Backings often centre round a piano played extremely sympathetically by Gerry's son Dónal (fleet of foot, or should I say pedal, and thus never heavy-handed), although Dónal plays fiddle alongside his dad on the set of single jigs (track 8); there's also that fine Armagh accordionist Martin Quinn, not to omit mention of the rippling guitar of Paul McSherry, and occasional cello from Neil Hare or bodhrán from Martin O'Hare to flesh out the rich fiddle sound just a tad - not that Gerry's fiddle ever needs fleshing out as such, but the lads all do a grand job nonetheless and their contributions aren't ever superfluous.
The material Gerry has chosen to perform here derives from his travels all over Ireland - jigs and highlands, a couple of slow airs, reels from Cork, Roscommon and Longford alongside an interestingly Scottish-originated set consisting entirely of tunes from the ancient Oriel region (which includes parts of present-day counties Louth, Armagh and Monaghan).
The digipack contains some clearly-written and exceptionally informative notes on the tunes' origins too - another bonus.
The only query I have is with the unduly modest tag that Gerry's used for a title - the term "journeyman" implies someone who's merely competent rather than a master craftsman, and Gerry indisputably falls into the latter category.
The Left-Handed Reel, a virtuoso solo rendition of which opens the CD's closing set, is a mightily persuasive, impressive (and impeccable) demonstration of Gerry's craft.
Immensely assured yet perennially sensitive in his phrasing, Gerry has with Journeyman brought us an album of considerable stature to add to our collection of classic Irish music CDs. David Kidman
FROOTS May 2005
The debut solo album of Dundalk-born fiddler, instrument maker and teacher, Gerry O'Connor, has been a long time coming.
Since his last recordings, Raining Bicycles and Senex Puer, the tragic death of his musical and life partner Eithne Ni hUllachain some years ago has allowed for an understandably low profile. The release of Journeyman is therefore timely and increases his stature and importance in the traditional music community.

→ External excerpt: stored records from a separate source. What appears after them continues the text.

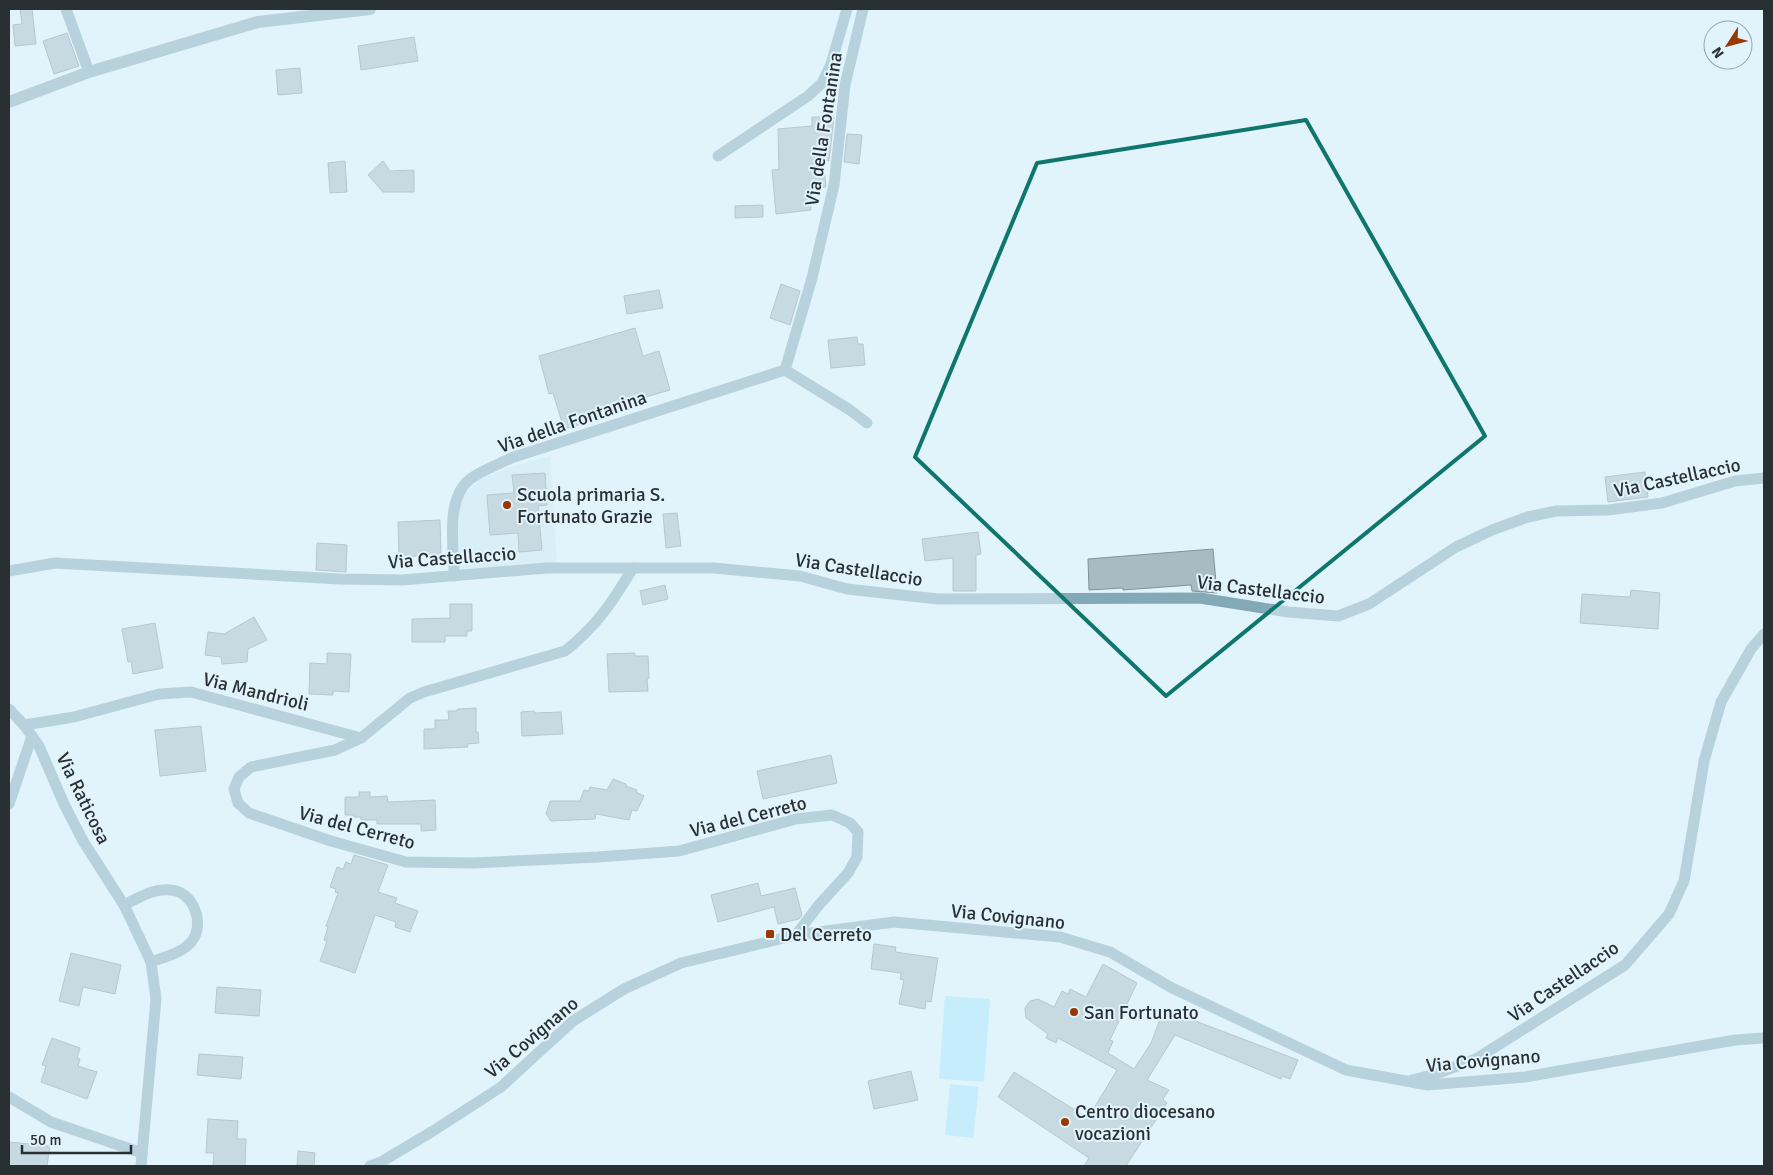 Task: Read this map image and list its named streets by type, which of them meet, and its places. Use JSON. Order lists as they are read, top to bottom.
{
  "streets": {
    "street": [
      "Via della Fontanina",
      "Via Castellaccio",
      "Via Mandrioli",
      "Via Raticosa",
      "Via del Cerreto",
      "Via Covignano"
    ]
  },
  "crossings": [
    ["Via della Fontanina", "Via Castellaccio"],
    ["Via Castellaccio", "Via del Cerreto"],
    ["Via Castellaccio", "Via Covignano"],
    ["Via Mandrioli", "Via Raticosa"],
    ["Via Mandrioli", "Via del Cerreto"],
    ["Via del Cerreto", "Via Covignano"]
  ],
  "places": {
    "other": ["Scuola primaria S. Fortunato Grazie", "San Fortunato", "Centro diocesano vocazioni"],
    "transit": ["Del Cerreto"]
  },
  "scale_bar": "50 m",
  "north": "bottom left"
}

It has a pronounced local bent with much of the music coming from counties Monaghan and Louth with an occasional trip over the border into Ulster, as in the case of Bessie The Beauty Of Rossinure Hill learned from Mick Hoy in Derrylin Co. Fermanagh. O'Connor's assured sense of style and technique is evident, yet it is the sensitivity with which he imbues his craft that makes his music so personalised. Jig In A trips along briskly while The Chicken's Gone To Scotland briefly enters Alastair Fraser territory, but with a more pronounced lightness of touch.
Peadar Ó'Dubhda's air to Peadar Ó'Doirnin's poem Úr-Chnoc Chéin Mhic Cainte aches in a quietly touching manner with Niall Martin's drone-like cello adding extra poignancy.
Musically the accompaniments are supple, strong, and sufficiently understated. Martin Quinn, Paul McSherry, Martin O'Hare and Gerry's son Donal adding subtle accordeon, guitar, bodhran, fiddle and piano along the way.
However, the main attraction is Gerry O'Connor's fluid attractive fiddling, as it should be. Journeyman is a masterclass of poise, energy, and grace signifying all that is good about Irish traditional music. John O'Regan
BBCi WEB SITE
It's a sign of the wealth of talent within the Irish traditional music scene that someone who's relatively unknown outside it can come forward and make the kind of splash that this Dundalk fiddler has with his debut solo album. Gerry O'Connor's previous work with the bands Skylark and La Lúgh is hardly high-profile, but it's clear from the quality of the playing on Journeyman that he's among Ireland's finest traditional musicians.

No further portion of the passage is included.